Policy implication: Area-based intervention
makes sense, both to achieve the scale of impact that is necessary
to turn-around the fortunes of areas and to maximise cross-departmental
co-ordination of efforts and priorities.
URBAN TASK
FORCE
Part of the problem that cities have faced is
that there are many fiscal disincentives to investment in urban
areas. If policy is to develop a consistent framework to support
the reinvention of cities, there should be positive incentives
to encourage and facilitate investment. The fiscal measures proposed
in the UTF could therefore form a valuable element in altering
the balance of attraction to investment in cities. Amongst these,
the most obvious is levelling the VAT rates on new-build and refurbishment.
But the Task Force also suggests wider positive incentives that
should be explored: tax incentives for developers and investors
to contribute to regeneration and refurbishment of sites and buildings
that would otherwise not take placefor which there are
examples from which experience can be drawn from America; incorporating
into the forthcoming Comprehensive Spending Review the objective
of supporting an urban renaissance; allowing local authorities
to retain some fraction of the additional revenue arising from
local taxes associated with uplift of values in regeneration areas.

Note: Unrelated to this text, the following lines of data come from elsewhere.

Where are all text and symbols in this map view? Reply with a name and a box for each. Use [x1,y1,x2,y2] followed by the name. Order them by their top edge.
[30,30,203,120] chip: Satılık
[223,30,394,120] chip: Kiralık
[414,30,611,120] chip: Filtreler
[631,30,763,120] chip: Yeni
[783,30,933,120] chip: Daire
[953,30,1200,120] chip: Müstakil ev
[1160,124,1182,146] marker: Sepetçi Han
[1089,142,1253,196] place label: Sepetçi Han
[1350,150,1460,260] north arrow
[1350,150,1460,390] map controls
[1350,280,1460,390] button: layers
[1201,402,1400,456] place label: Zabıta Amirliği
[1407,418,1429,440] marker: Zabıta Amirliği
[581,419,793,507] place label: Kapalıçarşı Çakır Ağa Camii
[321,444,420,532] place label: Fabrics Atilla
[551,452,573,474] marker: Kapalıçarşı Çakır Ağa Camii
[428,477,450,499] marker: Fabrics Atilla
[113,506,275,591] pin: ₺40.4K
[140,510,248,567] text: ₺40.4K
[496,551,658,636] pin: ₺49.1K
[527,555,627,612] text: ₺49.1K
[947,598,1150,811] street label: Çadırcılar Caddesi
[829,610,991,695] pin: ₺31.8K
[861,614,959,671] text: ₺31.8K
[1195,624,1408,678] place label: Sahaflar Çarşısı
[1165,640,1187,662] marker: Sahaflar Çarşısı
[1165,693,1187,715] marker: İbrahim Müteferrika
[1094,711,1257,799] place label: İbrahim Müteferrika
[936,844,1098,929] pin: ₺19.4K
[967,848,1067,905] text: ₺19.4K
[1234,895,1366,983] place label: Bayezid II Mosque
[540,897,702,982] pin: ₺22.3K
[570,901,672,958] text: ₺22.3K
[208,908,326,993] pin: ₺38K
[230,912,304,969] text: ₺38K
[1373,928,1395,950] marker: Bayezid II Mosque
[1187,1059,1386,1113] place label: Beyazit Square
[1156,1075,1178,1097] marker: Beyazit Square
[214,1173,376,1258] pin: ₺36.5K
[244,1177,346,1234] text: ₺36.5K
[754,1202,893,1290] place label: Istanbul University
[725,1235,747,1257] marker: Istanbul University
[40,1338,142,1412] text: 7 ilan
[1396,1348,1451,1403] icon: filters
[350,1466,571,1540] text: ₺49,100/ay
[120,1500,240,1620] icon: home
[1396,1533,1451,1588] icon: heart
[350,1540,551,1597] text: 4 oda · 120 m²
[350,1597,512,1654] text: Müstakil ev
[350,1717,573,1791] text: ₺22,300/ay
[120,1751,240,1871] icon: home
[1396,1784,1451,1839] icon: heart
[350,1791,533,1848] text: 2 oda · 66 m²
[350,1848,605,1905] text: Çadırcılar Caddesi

Policy implication: There is a variety of fiscal
instruments that could help both to level the playing field between
new-build and refurbishment and to introduce incentives to attract
investment into areas where development is costly and difficult.
AREAS OF
LOW DEMAND
There is widespread evidence of the increasing
polarisation of neighbourhoods in big cities. Deprivation has
become more intense within certain small neighbourhoods. Two features
have characterised this polarisation: it has strengthened the
link between social housing and deprivation; and it has affected
households with children more severely than those without. One
implication of the latter trend is that policy should consciously
focus on young children (and the creation of Sure Start is an
encouraging development in this respect). At its most extreme
deprivation is seen in areas where housing marketsboth
for private and social housinghave virtually collapsed.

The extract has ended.